We define civic imagination as the capacity to imagine alternatives to current cultural, social, political, or economic conditions; one cannot change the world unless one can imagine what a better world might look like. Civic Imagination is the foundation of a greater process in which members of a society come together to share their memories and future change they want to see in their world. We think of imagination as a force with power, and collective imaginations as civic arenas where serious issues can be explored, critiqued, and aspirational futures can be crafted through, among other things, eating, cooking, and baking. Whether it is cooking a recipe passed down over generations, fighting food injustice, valuing the fleeting experience of a shared meal, relearning how we relate to what we eat, exploring a flavor combination learned over YouTube, or deepening the connections we make by sharing our bakes on social media in the midst of a pandemic lockdown, food has the power to connect, challenge, and inspire us.
For this Lateral Forum, we welcome contributions focusing on different dimensions of the relationships (emergent and long standing) between appreciating and questioning food, cooking, baking, imagination, and memory. Some questions of special interest include:
How does food inspire or stifle an inclusive imagination? How can we encourage ways to involve food in civic imagination and debates on justice?

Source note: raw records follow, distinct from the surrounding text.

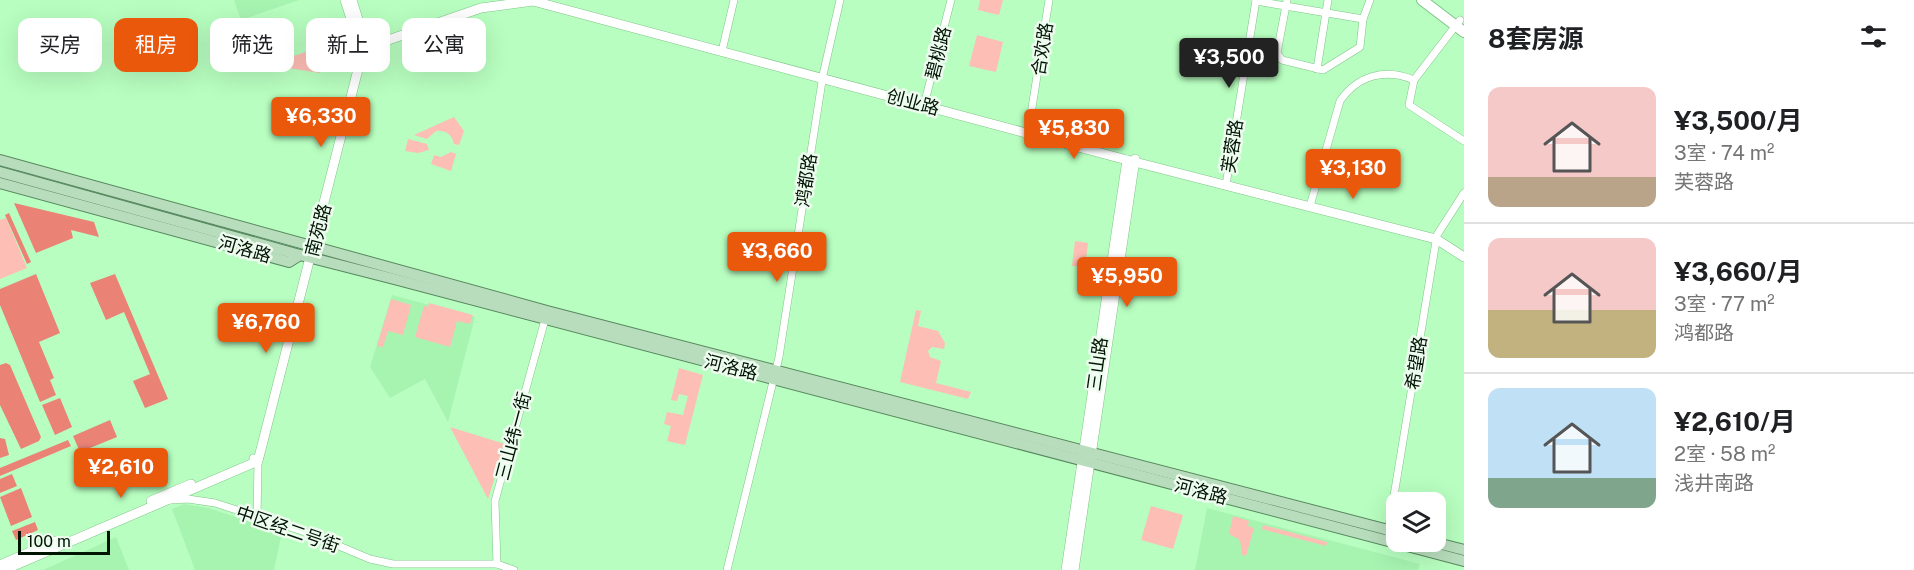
<!DOCTYPE html>
<html lang="zh">
<meta charset="utf-8">
<style>
:root{--surface:#fff;--page:#f6f6f6;--text:#202124;--muted:#757577;--line:#e0e0e0;--accent:#ea580c}
body{margin:0;font-family:"Public Sans","Noto Sans SC",sans-serif;background:var(--page);color:var(--text);height:100vh;display:flex;flex-direction:column;font-size:22px;white-space:nowrap}
*{box-sizing:border-box;margin:0}
p{font-size:20px;color:var(--muted)}
.icon{flex:none;width:33px;height:33px;fill:none;stroke:currentColor;stroke-width:2;stroke-linecap:round;stroke-linejoin:round}
.map{position:relative;flex:1;overflow:hidden}
.drawer{display:flex;flex-direction:column;background:var(--surface);width:450px}
.drawer>*{flex:none}
.top-card{position:absolute;left:18px;top:18px;width:570px;height:54px;display:flex;gap:12px}
.fabs{position:absolute;left:1386px;top:492px;display:grid;gap:12px}
.fabs a{display:grid;place-items:center;width:60px;height:60px;border-radius:12px;background:var(--surface);box-shadow:0 6px 24px #0002;font-size:30px}
.scale{position:absolute;left:18px;bottom:15px;width:92px;box-sizing:border-box;padding-left:6px;border:3px solid #001402;border-top:0;font-size:16px;line-height:21px;white-space:nowrap;color:#001402;-webkit-text-stroke:4px #eefbef;paint-order:stroke}
.price{position:absolute;translate:-50% -51px;padding:0 14px;border-radius:6px;background:var(--accent);color:#fff;font-size:20px;line-height:39px;filter:drop-shadow(0 2px 3px #0008)}
.price::after{content:'';position:absolute;left:50%;top:36px;width:18px;height:14px;margin-left:-9px;background:inherit;clip-path:polygon(0 0,100% 0,50% 100%)}
.price.selected{background:#222;color:#fff}
ul{padding:0;list-style:none}
li{display:flex;align-items:center;gap:18px;height:150px;padding:0 24px}
li+li{border-top:2px solid var(--line)}
li span{display:grid;place-items:center;flex:none;width:168px;height:120px;border-radius:12px;color:#555}
li>.icon{margin-inline-start:auto}
span .icon{width:72px;height:72px;fill:#fffc;stroke-width:1}
li b{font-size:26px}
h2{display:flex;justify-content:space-between;align-items:center;height:72px;padding:0 24px;font-size:26px}
.chip{padding:0 21px;border-radius:12px;background:var(--surface);box-shadow:0 6px 24px #0002;font-size:21px;line-height:54px}
.chip.selected{background:var(--accent);color:#fff}
main{display:flex;flex:1;min-height:0}
.map>svg:first-child{display:block}
</style>
<main>
<div class="map">
<svg width="1464" height="570" viewBox="0 0 1464 570">
<rect width="100%" height="100%" fill="#b8fec0"/>
<g fill="#a7f4b1">
<path d="M234 0H299L241 20Z"/>
<path d="M392 295 475 317 448 422 425 379 390 398 370 367Z"/>
<path d="M184 504 208 508 282 532 274 570H195L172 509Z"/>
<path d="M1207 508 1420 564 1418 570H1195Z"/>
<path d="M116 537 129 570H43Z"/>
</g>
<g fill="#fdbeb5">
<path d="M980 0H1003L999 15 978 10Z"/>
<path d="M977 35 1003 42 996 72 969 66Z"/>
<path d="M325 46 320 73 288 68 284 59Z"/>
<path d="M454 117 464 131 459 145 454 144C452 134 445 130 436 131L427 139 414 135Z"/>
<path d="M408 139 427 144 429 150 418 153 405 151Z"/>
<path d="M451 152 456 154 451 171 431 164 434 155 441 157Z"/>
<path d="M6 218 27 268 0 279V220Z"/>
<path d="M1075 241 1088 243 1085 267 1072 266Z"/>
<path d="M391 299 411 305 403 335 388 331 383 347 377 346Z"/>
<path d="M429 303 473 315 470 324 457 321 450 347 415 337 424 306 428 307Z"/>
<path d="M916 310 921 311 918 326 938 331 945 343 944 349 932 347 928 351 930 357 941 361 936 383 971 392 968 399 900 382Z"/>
<path d="M679 368 703 375 685 445 667 441 671 426 664 424 667 412 683 415 688 396 679 394 677 401 671 400Z"/>
<path d="M450 427 505 444 488 499Z"/>
<path d="M1151 506 1183 515 1173 549 1141 540Z"/>
<path d="M1233 516 1249 521 1248 526 1254 528 1246 556 1242 555 1240 540 1229 534Z"/>
<path d="M1263 525 1327 542 1326 546 1262 529Z"/>
</g>
<g fill="#ea8276">
<path d="M14 203 94 222 99 237 71 230 73 238 36 253Z"/>
<path d="M9 213 31 262 27 264 5 215Z"/>
<path d="M36 274 60 333 39 342 54 378 50 380 56 395 40 402 0 305V289Z"/>
<path d="M115 274 168 399 145 408 133 381 150 374 124 312 106 320 90 283Z"/>
<path d="M6 363 10 365 41 437 39 441 21 449 0 405V365Z"/>
<path d="M60 398 72 427 55 435 42 405Z"/>
<path d="M110 420 117 437 80 452 73 436Z"/>
<path d="M0 438 5 439 9 455 0 458Z"/>
<path d="M68 440 71 446 0 476V468Z"/>
<path d="M12 474 17 486 0 493V479Z"/>
<path d="M21 488 32 517 11 526 0 497Z"/>
<path d="M35 522 38 530 16 540 12 531Z"/>
</g>
<g fill="none" stroke-linecap="round" stroke-linejoin="round">
<g stroke="#80c489" stroke-width="8">
<g id="minor">
<path d="M1287 0 1277 53 1282 60 1323 70 1360 47 1363 19 1370 0"/>
<path d="M1256 1 1363 19"/>
<path d="M1460 20 1414 80 1409 105 1464 141"/>
<path d="M722 51 734 0"/>
<path d="M1317 69 1328 0"/>
<path d="M924 105 951 0"/>
<path d="M1028 133 1049 0"/>
<path d="M1226 185 1256 0"/>
<path d="M1310 206 1340 101C1358 75 1385 68 1414 80"/>
<path d="M253 458 258 461 257 518"/>
<path d="M171 500 188 499 215 503 308 533 370 559 393 564H497L514 570"/>
<path d="M1388 532 1437 235 1464 193"/>
<path d="M497 564 495 501 546 316"/>
<path d="M727 570 779 357 823 75 840 0"/>
</g>
</g>
<g stroke="#80c489" stroke-width="10">
<g id="tertiary">
<path d="M345 0 353 25"/>
<path d="M359 46 368 47 481 8 533 1 1127 160 1436 239 1464 257"/>
<path d="M151 501 191 484"/>
<path d="M0 565 56 541"/>
<path d="M4 570 258 461 365 42 352 0"/>
<path d="M1066 570 1127 160"/>
<path d="M1074 570 1135 159"/>
</g>
</g>
<g stroke="#80c489" stroke-width="12">
<path id="secondary" d="M1422 0 1464 32"/>
</g>
<g stroke="#58885e" stroke-width="12">
<g id="primary">
<path d="M0 160 547 311 1396 532"/>
<path d="M0 172 300 255"/>
<path d="M0 183 289 262 300 255 394 279 1464 561"/>
<path d="M1433 542 1464 550"/>
</g>
</g>
<use href="#minor" stroke="#fff" stroke-width="7"/>
<use href="#tertiary" stroke="#fff" stroke-width="9"/>
<use href="#secondary" stroke="#fff" stroke-width="10"/>
<use href="#primary" stroke="#b7ddbc" stroke-width="10"/>
</g>
<g text-anchor="middle" dominant-baseline="central" stroke-width="5" stroke-linejoin="round" paint-order="stroke">
<g font-size="18" fill="#001402" stroke="#eefbef">
<text transform="translate(1042 49) rotate(-81)">合欢路</text>
<text transform="translate(938 53) rotate(-76)">碧桃路</text>
<text transform="translate(913 102) rotate(15)">创业路</text>
<text transform="translate(1232 146) rotate(-81)">芙蓉路</text>
<text transform="translate(806 180) rotate(-81)">鸿都路</text>
<text transform="translate(318 230) rotate(-75)">南苑路</text>
<text transform="translate(245 249) rotate(16)">河洛路</text>
<text transform="translate(1416 363) rotate(-81)">希望路</text>
<text transform="translate(1097 364) rotate(-82)">三山路</text>
<text transform="translate(731 367) rotate(14)">河洛路</text>
<text transform="translate(513 436) rotate(-75)">三山纬一街</text>
<text transform="translate(1201 491) rotate(15)">河洛路</text>
<text transform="translate(288 529) rotate(19)">中区经二号街</text>
</g>
</g>
</svg>
<div class="fabs">
<a><svg class="icon" aria-label="layers" viewBox="0 0 24 24"><path d="M12 4l9 5-9 5-9-5zM3 14l9 5 9-5"/></svg></a>
</div>
<div class="scale">100 m</div>
<b class="price selected" style="left:1229px;top:89px">¥3,500</b>
<b class="price" style="left:321px;top:148px">¥6,330</b>
<b class="price" style="left:1074px;top:160px">¥5,830</b>
<b class="price" style="left:1353px;top:200px">¥3,130</b>
<b class="price" style="left:777px;top:283px">¥3,660</b>
<b class="price" style="left:1127px;top:308px">¥5,950</b>
<b class="price" style="left:266px;top:354px">¥6,760</b>
<b class="price" style="left:121px;top:499px">¥2,610</b>
<div class="top-card">
<a class="chip">买房</a>
<a class="chip selected">租房</a>
<a class="chip">筛选</a>
<a class="chip">新上</a>
<a class="chip">公寓</a>
</div>
</div>
<section class="drawer">
<h2>8套房源<svg class="icon" aria-label="filters" viewBox="0 0 24 24"><path d="M4 7h16M4 17h16"/><circle cx="9" cy="7" r="2"/><circle cx="15" cy="17" r="2"/></svg></h2>
<ul>
<li><span style="background:linear-gradient(#f6c9c9 75%,#b9a48a 0)"><svg class="icon" aria-label="home" viewBox="0 0 24 24"><path d="M3 11l9-7 9 7M6 9v11h12V9"/></svg></span><div><b>¥3,500/月</b><p>3室 · 74 m²</p><p>芙蓉路</p></div></li>
<li><span style="background:linear-gradient(#f6c9c9 60%,#c2b280 0)"><svg class="icon" aria-label="home" viewBox="0 0 24 24"><path d="M3 11l9-7 9 7M6 9v11h12V9"/></svg></span><div><b>¥3,660/月</b><p>3室 · 77 m²</p><p>鸿都路</p></div></li>
<li><span style="background:linear-gradient(#bfe0f5 75%,#7fa58c 0)"><svg class="icon" aria-label="home" viewBox="0 0 24 24"><path d="M3 11l9-7 9 7M6 9v11h12V9"/></svg></span><div><b>¥2,610/月</b><p>2室 · 58 m²</p><p>浅井南路</p></div></li>
</ul>
</section>
</main>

How can we inspire our shared imagination as we prepare meals, serve dishes and eat what we made? How does food connect with our memories and aspirations?
How can the media and popular culture support food and civic imagination? What are the opportunities? What are the challenges? How to reckon with the history and heritage of the food we fuse?

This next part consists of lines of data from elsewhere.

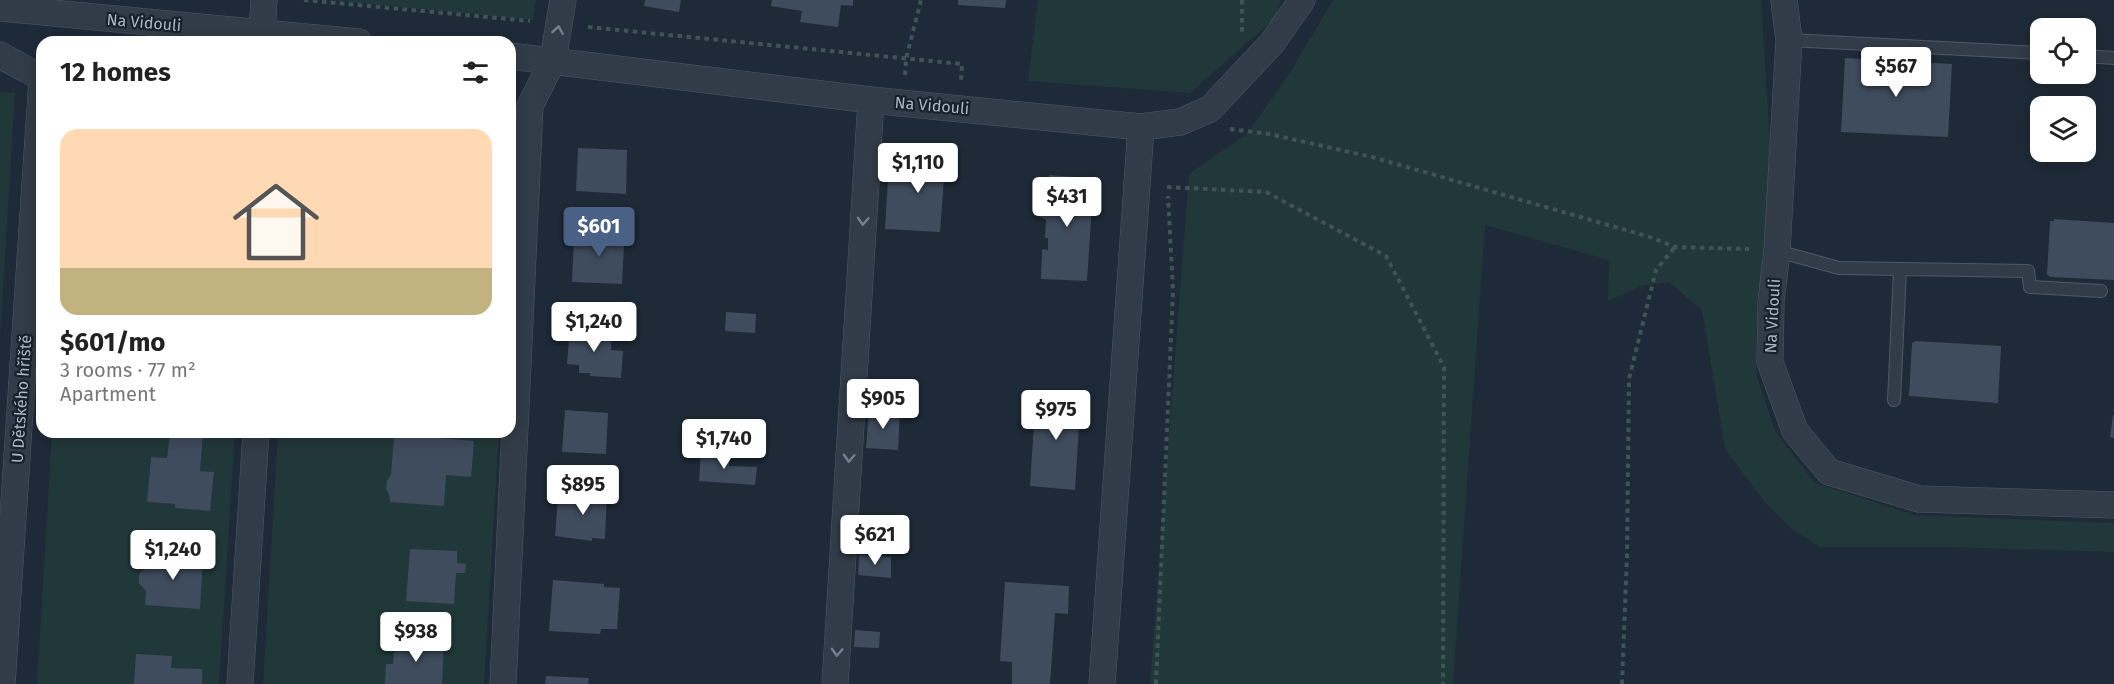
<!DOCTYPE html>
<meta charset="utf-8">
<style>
:root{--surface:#fff;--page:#f2f2f2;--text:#222;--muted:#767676;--accent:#496185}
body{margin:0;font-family:"Fira Sans",sans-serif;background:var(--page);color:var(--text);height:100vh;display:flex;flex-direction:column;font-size:22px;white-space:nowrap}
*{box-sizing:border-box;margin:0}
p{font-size:20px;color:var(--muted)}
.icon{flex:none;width:33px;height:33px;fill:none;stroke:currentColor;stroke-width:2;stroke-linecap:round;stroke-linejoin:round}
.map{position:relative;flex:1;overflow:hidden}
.drawer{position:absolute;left:36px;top:36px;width:480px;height:402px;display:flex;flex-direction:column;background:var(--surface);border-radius:18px;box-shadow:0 3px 15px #0003}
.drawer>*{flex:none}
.controls{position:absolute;left:2030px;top:18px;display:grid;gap:12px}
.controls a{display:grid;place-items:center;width:66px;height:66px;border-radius:12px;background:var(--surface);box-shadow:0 3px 15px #0003;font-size:30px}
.price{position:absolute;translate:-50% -51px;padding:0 14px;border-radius:6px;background:#fff;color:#222;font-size:20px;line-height:39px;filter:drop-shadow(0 2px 3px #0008)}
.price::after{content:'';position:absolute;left:50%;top:36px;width:18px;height:14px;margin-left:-9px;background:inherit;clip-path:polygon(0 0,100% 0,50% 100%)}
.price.active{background:var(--accent);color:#fff}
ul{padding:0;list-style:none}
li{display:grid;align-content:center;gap:12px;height:318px;padding:0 24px}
li span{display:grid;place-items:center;height:186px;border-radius:18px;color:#555}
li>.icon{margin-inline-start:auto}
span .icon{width:108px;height:108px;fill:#fffc;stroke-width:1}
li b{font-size:26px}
h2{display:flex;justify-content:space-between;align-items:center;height:72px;padding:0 24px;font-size:26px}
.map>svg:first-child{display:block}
.green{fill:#21383a;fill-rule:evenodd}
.building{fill:#3f4c5d}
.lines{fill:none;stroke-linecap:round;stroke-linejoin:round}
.lane-casing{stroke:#4f5966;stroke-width:14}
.street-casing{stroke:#4f5966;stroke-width:27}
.path{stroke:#3e5456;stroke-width:4;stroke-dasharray:4.5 4.5;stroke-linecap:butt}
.lane{stroke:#323c48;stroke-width:12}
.street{stroke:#323c48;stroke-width:26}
.oneway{stroke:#757f8d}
.labels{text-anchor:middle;stroke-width:4.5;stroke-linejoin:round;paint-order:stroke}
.street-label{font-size:16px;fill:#acb6c5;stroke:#17212c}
</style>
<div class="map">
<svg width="2114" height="684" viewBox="0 0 2114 684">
<rect width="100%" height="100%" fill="#1e2a37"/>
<!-- green -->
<path class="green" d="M331,0H536L533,20Z
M1038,0H1282L1274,19L1190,93L1028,81Z
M1333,0H1761L1777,251L1757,299L1756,374L1775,431L1815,483L1915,515L2114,523V552L1946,547H1820L1793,530L1764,501L1725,449L1702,310L1669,282L1641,286L1608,301L1609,260L1485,225L1453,684H1150L1189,174L1247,134L1291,71Z
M0,92L15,93L0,340Z
M510,123L517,124L510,243Z
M52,432H235L219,684H37ZM170,433L203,436L200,471L214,472L210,511L175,508V504L147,502L151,457L167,458Z
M278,432H499L484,684H263Z"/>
<!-- building -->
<path class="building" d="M645,0H681L679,12L644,6Z
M772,0H853V6L841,5L838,27L800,22L802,11L771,6Z
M958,0H1006L1005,8L958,5Z
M1845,58L1952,64L1948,137L1841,132Z
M578,148L627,150L626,194L576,191Z
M912,149L946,151L940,232L885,229L888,178L910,180Z
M1049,175L1089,178V188L1093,189L1087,281L1041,279L1042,249L1048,250V238H1045L1046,220L1036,215L1047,191Z
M2054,219L2114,223V280L2051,277L2047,275L2050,221H2054Z
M601,228L625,229L622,284L572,282L574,235L600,237Z
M726,312L756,314L755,333L725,331Z
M570,327L612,330L611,350L623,351L621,378L590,376V373H579V365L567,364Z
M1916,341L2001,346L1998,403L1909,396L1912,343Z
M1036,392L1081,394L1075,490L1030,486Z
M869,409L900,411L898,450L866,448Z
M565,410L608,413L606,454L562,452Z
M2113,415H2114V438L2110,437Z
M170,433L203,436L200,471L214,472L210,511L175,508V504L147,502L151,457L167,458Z
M394,436L429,438L436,436L438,438L474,441L471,477L446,475L444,506L390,502V496L386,489L387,481L391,475Z
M701,450L730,452L729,466L757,467L755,485L699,481Z
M582,489L607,491L605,539L592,538V541L555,536L558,498L580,499Z
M861,529L893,531L892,551L860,549Z
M410,549L457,551V563L466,564L465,573H456L454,604L406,601Z
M149,553L203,556L200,609L145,605L146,591L139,583V574L147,567Z
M859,555L891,557V578L858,575Z
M553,580L604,584V587L620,588L617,629H601L600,634L549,631Z
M1005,582L1069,586L1068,614L1055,613L1050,684H1012V662L1000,661Z
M855,630L880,632L879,648L854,647Z
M395,640L444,642L442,684H385L386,664H393Z
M136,654L172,656L171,668L202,669V684H134Z
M546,676L589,678L588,684H545Z"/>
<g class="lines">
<defs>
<path id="lane" d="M1789,40L2040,53
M2085,56L2114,58
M1777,251L1839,268L2028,271L2030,287L2101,291
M1894,400L1900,269"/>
<path id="street" d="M1784,0L1789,40L1777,251L1771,302L1770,362L1795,431L1829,472L1919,499L2114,505
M0,8L359,42
M262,33L264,0
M0,55L42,78
M510,56L871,100L1141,127L1180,122L1210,109L1272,43L1302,0
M2,684L42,78
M240,684L256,432
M503,684L530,106L553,60L563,0
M835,684L871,100
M1102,684L1141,127"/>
</defs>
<!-- lane casing -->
<use href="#lane" class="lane-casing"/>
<!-- street casing -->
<use href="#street" class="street-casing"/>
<!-- path -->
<path class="path" d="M304,0L530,21
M1242,0V34
M588,27L962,64L961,80
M905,75L906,59L921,0
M1230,129L1269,134L1372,157L1650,237L1675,247L1749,249
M1167,187L1266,192L1386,256L1444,367L1443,684
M1156,684L1173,291L1168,196
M1622,684L1627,555L1629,379L1656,270L1675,247"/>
<!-- lane -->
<use href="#lane" class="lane"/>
<!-- street -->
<use href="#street" class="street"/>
</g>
<!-- one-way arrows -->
<defs><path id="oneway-chevron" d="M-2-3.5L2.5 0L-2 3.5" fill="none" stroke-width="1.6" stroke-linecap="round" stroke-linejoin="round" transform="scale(1.5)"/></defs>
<g class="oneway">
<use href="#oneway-chevron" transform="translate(558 30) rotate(-81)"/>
<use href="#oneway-chevron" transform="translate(863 221) rotate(93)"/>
<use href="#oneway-chevron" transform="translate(849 458) rotate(93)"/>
<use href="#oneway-chevron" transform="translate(837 652) rotate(93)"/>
</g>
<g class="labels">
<!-- street labels -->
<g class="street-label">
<text transform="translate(144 22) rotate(5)" y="6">Na Vidouli</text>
<text transform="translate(932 105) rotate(5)" y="6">Na Vidouli</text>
<text transform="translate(1772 316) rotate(-87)" y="6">Na Vidouli</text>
<text transform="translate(21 399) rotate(-86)" y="6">U Dětského hřiště</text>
</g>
</g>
</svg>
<div class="controls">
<a><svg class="icon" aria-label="locate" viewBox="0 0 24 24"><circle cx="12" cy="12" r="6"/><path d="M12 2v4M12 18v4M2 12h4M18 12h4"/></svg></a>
<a><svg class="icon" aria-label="layers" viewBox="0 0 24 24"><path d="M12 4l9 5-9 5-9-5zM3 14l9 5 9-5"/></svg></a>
</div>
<b class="price" style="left:1896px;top:98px">$567</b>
<b class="price" style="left:918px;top:194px">$1,110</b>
<b class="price" style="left:1067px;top:228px">$431</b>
<b class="price active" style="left:599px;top:258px">$601</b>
<b class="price" style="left:594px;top:353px">$1,240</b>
<b class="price" style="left:883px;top:430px">$905</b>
<b class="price" style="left:1056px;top:441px">$975</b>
<b class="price" style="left:724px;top:470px">$1,740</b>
<b class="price" style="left:583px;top:516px">$895</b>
<b class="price" style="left:875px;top:566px">$621</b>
<b class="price" style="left:173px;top:581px">$1,240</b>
<b class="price" style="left:416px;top:663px">$938</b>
<section class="drawer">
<h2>12 homes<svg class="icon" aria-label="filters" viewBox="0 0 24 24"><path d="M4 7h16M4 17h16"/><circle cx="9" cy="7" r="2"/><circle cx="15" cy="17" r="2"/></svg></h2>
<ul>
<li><span style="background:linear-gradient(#ffd9b3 75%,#c2b280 0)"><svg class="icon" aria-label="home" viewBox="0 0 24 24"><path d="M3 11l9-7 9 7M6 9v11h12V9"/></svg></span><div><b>$601/mo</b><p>3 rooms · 77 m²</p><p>Apartment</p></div></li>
</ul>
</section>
</div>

How do we connect imagination, cooking, and political meaning?
How can we confront the structural barriers and limitations around food justice, that go beyond a poor food system onto the legacies of settler colonialism?
How can we resist and imagine alternatives to (racist, sexist, ableist) power structures that dictate who and which bodies are “allowed” to interact with foods?
What has the pandemic taught us about food and framing the imagination? What examples and approaches need to be documented at this moment in time?
How can we cook with civic imagination? What are the “recipes” that could guide us?
How do we want cooking practices to look like in the future?
We aim to create a space for these conversations around food and the civic imagination. We are open to experiences, case studies, annotated recipes, or critical short pieces that provoke thought and reflection. Written submissions should adhere to the 2,000 word limit. Media-rich and interactive pieces that make use of Lateral as an open-access, web-based platform will be scoped on a case-by-case basis.